The only other action taken was in March 2013, when the 63rd meeting of the CITES Standing Committee recommended the suspension of any commercial trade in CITES-listed species from Guinea.

Import and export permits are the “backbone of the CITES convention,” Ammann said, and if countries are able to be non-compliant with CITES provisions and there are no actions taken by the CITES Secretariat to compel their compliance, “there is a danger that the convention is becoming part of the problem.”

It works like this, Ammann explained: “Dealers buy falsified permits from the [CITES management authority] representatives of their country. In some cases blank and signed and stamped documents.

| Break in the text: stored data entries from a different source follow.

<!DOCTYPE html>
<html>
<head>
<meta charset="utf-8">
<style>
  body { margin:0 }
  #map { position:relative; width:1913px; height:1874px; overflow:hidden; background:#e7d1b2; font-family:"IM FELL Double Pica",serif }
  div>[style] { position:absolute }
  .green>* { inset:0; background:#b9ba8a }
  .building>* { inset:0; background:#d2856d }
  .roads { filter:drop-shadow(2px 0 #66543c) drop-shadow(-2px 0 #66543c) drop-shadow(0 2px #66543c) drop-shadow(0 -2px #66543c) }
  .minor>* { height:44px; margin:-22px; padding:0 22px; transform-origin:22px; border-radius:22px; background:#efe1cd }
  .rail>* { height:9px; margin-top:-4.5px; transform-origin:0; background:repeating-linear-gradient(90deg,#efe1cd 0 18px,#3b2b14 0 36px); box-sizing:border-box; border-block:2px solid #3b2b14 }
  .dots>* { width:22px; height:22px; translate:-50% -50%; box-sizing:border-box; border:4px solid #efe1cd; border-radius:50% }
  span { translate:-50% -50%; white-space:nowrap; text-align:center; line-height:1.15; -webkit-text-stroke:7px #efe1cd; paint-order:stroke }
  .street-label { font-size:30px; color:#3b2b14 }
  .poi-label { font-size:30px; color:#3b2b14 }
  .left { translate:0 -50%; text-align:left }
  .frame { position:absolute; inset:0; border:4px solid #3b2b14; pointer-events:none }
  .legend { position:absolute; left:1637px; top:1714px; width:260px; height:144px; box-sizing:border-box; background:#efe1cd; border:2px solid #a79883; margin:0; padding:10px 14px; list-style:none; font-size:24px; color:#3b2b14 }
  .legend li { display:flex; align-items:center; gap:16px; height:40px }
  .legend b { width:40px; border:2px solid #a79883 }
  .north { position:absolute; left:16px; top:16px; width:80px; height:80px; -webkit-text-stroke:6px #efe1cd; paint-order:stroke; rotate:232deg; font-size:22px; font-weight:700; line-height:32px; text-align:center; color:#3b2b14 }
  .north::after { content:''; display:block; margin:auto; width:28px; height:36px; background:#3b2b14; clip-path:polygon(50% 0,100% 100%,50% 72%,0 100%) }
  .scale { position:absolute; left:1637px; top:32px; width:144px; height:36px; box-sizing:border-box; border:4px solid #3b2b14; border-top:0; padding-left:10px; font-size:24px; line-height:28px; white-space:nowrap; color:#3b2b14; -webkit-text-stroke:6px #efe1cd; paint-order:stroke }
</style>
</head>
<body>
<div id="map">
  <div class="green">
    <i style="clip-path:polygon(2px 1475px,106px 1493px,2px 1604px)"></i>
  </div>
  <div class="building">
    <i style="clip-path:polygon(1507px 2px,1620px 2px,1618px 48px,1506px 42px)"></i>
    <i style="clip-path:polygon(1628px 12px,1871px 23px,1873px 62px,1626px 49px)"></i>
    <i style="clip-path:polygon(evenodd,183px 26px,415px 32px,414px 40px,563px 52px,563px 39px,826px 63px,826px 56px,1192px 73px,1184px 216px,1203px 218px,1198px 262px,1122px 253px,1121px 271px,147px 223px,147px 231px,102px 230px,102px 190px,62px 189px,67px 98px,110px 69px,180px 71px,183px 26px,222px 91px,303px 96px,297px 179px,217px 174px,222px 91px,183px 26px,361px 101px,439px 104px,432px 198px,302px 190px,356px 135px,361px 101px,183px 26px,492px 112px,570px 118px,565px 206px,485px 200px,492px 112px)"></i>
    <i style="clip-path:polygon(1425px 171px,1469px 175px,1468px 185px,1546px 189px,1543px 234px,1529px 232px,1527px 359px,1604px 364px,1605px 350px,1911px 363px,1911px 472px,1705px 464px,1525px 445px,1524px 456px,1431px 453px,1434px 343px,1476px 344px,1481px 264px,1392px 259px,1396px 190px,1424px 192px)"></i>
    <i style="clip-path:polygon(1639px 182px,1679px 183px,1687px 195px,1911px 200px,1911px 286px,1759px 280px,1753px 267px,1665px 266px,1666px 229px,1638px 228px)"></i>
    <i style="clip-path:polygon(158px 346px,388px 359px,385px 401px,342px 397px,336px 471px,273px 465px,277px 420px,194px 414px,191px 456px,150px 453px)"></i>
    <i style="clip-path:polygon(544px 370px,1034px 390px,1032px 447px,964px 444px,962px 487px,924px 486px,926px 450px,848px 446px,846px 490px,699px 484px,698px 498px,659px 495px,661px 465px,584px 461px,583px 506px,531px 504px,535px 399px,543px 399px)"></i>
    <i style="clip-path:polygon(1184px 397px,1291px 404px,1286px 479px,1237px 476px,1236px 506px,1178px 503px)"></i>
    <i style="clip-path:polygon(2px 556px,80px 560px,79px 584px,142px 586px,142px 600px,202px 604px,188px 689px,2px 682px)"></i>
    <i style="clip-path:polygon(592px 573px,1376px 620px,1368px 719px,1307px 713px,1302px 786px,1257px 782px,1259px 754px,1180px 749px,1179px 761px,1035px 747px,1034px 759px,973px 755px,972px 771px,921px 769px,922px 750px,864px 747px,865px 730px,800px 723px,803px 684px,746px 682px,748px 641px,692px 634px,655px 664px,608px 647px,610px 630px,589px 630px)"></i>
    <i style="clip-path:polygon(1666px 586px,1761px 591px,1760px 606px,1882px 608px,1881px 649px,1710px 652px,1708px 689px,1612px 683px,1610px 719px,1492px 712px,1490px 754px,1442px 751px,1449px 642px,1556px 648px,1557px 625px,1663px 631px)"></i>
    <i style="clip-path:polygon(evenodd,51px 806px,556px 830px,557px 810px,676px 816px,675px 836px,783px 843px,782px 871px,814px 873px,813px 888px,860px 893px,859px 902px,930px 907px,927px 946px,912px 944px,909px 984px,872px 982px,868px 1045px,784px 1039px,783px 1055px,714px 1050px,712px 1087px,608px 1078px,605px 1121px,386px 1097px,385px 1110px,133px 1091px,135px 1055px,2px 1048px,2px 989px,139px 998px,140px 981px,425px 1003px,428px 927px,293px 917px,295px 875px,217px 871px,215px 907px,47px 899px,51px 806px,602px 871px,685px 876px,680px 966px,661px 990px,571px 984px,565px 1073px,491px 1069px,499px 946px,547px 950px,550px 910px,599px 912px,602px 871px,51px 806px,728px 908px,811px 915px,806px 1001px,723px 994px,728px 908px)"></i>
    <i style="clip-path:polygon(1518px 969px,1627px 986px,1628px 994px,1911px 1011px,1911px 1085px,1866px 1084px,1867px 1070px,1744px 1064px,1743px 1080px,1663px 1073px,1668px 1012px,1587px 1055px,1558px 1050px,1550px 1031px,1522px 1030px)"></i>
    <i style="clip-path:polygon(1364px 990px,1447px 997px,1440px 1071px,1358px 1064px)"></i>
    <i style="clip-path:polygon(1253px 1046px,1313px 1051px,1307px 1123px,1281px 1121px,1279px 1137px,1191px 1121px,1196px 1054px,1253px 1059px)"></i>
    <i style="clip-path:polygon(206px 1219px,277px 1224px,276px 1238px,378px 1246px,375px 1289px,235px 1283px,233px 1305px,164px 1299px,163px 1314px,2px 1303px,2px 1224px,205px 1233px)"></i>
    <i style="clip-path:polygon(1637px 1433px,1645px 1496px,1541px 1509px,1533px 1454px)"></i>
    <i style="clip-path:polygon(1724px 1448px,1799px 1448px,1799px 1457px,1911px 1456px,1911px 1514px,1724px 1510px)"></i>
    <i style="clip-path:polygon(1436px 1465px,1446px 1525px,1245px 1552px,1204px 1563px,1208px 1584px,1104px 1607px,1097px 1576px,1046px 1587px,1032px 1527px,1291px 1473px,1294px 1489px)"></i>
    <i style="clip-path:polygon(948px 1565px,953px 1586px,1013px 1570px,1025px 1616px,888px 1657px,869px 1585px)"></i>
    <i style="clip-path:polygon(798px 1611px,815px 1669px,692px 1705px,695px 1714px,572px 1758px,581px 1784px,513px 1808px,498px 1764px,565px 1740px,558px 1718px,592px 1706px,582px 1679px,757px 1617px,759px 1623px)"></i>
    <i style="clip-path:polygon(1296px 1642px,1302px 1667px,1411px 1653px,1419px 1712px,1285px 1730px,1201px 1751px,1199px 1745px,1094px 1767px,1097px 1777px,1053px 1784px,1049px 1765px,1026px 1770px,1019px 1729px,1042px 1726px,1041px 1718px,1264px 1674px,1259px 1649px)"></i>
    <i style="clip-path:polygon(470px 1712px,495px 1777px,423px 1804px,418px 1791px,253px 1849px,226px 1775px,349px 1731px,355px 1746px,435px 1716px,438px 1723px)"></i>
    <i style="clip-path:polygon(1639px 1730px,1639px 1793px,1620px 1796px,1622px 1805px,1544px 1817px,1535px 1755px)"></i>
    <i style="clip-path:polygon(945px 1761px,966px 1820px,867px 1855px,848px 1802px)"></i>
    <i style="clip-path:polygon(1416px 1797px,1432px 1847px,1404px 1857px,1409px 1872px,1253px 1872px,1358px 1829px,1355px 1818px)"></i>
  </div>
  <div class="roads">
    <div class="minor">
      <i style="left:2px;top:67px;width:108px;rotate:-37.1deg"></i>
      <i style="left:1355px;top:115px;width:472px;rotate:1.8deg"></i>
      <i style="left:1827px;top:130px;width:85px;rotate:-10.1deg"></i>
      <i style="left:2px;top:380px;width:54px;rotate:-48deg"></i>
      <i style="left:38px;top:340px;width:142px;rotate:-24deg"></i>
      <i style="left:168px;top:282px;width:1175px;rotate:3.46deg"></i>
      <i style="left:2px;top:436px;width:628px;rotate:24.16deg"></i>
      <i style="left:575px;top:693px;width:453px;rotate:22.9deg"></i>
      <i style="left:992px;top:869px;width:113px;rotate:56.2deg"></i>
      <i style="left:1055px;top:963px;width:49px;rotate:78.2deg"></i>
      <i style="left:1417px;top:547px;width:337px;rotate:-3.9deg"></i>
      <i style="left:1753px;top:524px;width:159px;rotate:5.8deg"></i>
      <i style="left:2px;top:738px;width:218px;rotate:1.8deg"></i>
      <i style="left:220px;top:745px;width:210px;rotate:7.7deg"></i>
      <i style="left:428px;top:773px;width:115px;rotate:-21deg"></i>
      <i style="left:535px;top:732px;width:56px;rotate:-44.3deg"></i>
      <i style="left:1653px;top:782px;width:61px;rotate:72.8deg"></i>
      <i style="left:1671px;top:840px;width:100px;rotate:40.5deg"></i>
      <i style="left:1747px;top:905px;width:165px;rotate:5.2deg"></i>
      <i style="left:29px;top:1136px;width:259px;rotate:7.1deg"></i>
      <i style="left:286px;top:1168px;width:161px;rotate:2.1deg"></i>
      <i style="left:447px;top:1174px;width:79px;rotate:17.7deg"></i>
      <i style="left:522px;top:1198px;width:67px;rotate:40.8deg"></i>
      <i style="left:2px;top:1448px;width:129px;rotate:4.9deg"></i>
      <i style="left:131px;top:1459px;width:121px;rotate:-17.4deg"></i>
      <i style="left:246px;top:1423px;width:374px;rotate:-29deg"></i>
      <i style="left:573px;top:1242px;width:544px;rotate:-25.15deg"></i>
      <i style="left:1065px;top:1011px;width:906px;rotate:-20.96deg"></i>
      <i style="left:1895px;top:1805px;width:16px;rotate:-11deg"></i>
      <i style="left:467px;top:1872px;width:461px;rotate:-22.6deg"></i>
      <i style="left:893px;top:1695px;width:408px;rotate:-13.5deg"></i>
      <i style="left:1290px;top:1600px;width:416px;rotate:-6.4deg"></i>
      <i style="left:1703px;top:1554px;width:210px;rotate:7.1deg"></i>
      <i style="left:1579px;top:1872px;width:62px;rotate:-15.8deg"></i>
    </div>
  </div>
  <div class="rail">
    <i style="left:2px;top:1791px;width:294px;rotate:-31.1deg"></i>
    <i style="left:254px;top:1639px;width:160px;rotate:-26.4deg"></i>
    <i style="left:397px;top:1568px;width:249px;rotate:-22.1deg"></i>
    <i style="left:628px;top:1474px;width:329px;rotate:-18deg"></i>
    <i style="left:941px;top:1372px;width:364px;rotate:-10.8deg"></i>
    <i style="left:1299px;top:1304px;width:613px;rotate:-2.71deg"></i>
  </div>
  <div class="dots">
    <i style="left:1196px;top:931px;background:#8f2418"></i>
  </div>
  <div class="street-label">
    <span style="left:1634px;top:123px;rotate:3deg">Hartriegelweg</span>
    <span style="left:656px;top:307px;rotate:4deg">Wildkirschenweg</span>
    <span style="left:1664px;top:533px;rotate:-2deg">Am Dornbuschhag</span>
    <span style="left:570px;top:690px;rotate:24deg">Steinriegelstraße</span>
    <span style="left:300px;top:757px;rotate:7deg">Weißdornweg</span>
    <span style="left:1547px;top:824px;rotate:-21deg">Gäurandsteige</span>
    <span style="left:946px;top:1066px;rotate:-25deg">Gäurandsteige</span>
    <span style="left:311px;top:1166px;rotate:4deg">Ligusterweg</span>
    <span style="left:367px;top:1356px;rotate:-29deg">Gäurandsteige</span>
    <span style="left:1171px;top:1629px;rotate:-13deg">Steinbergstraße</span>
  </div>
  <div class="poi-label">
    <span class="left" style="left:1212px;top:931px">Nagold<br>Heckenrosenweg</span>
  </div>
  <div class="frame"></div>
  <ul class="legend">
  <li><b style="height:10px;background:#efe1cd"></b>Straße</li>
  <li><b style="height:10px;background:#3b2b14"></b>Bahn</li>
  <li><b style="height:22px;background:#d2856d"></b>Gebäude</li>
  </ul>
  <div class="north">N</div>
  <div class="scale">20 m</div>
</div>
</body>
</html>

They are then used for the export and import.”

In the case of the imported apes from Guinea, Ammann found that Chinese officials had issued the necessary import permits that declared the apes as captive-born before Guinea had even issued the corresponding export permit declaring them captive-born. “So the scam started in China,” Ammann concluded. “We have the evidence of one such case for 7 chimps.”

Yet there was no action at the importing end, as the report documents, and “suspending Guinea for the commercial trade — while all these transactions were declared as non-commercial mostly with the purpose code Z for Zoo which makes it scientific and educational, never mind how much money changed hands — was once again avoiding dealing with the issue,” Ammann said.

The CITES Secretariat does have punitive powers that Secretary-General John Scanlon could use to rein in countries like China that are flouting the law, but according to Amman, they are not being put to use often enough:

“The CITES Secretariat has the unique enforcement tool of recommending trade suspension of any party in constant non-compliance of convention rules and regulations. The Guinea-China case involved some 150 chimps and 10 gorillas and was the largest such scenario ever with no attempt of any kind to enforce Article VIII of the Convention. If no action is possible on such a pronounced non-compliance issue then is there a point in spending more money on CITES? To what extend does the lack of enforcement now encourage the trade?”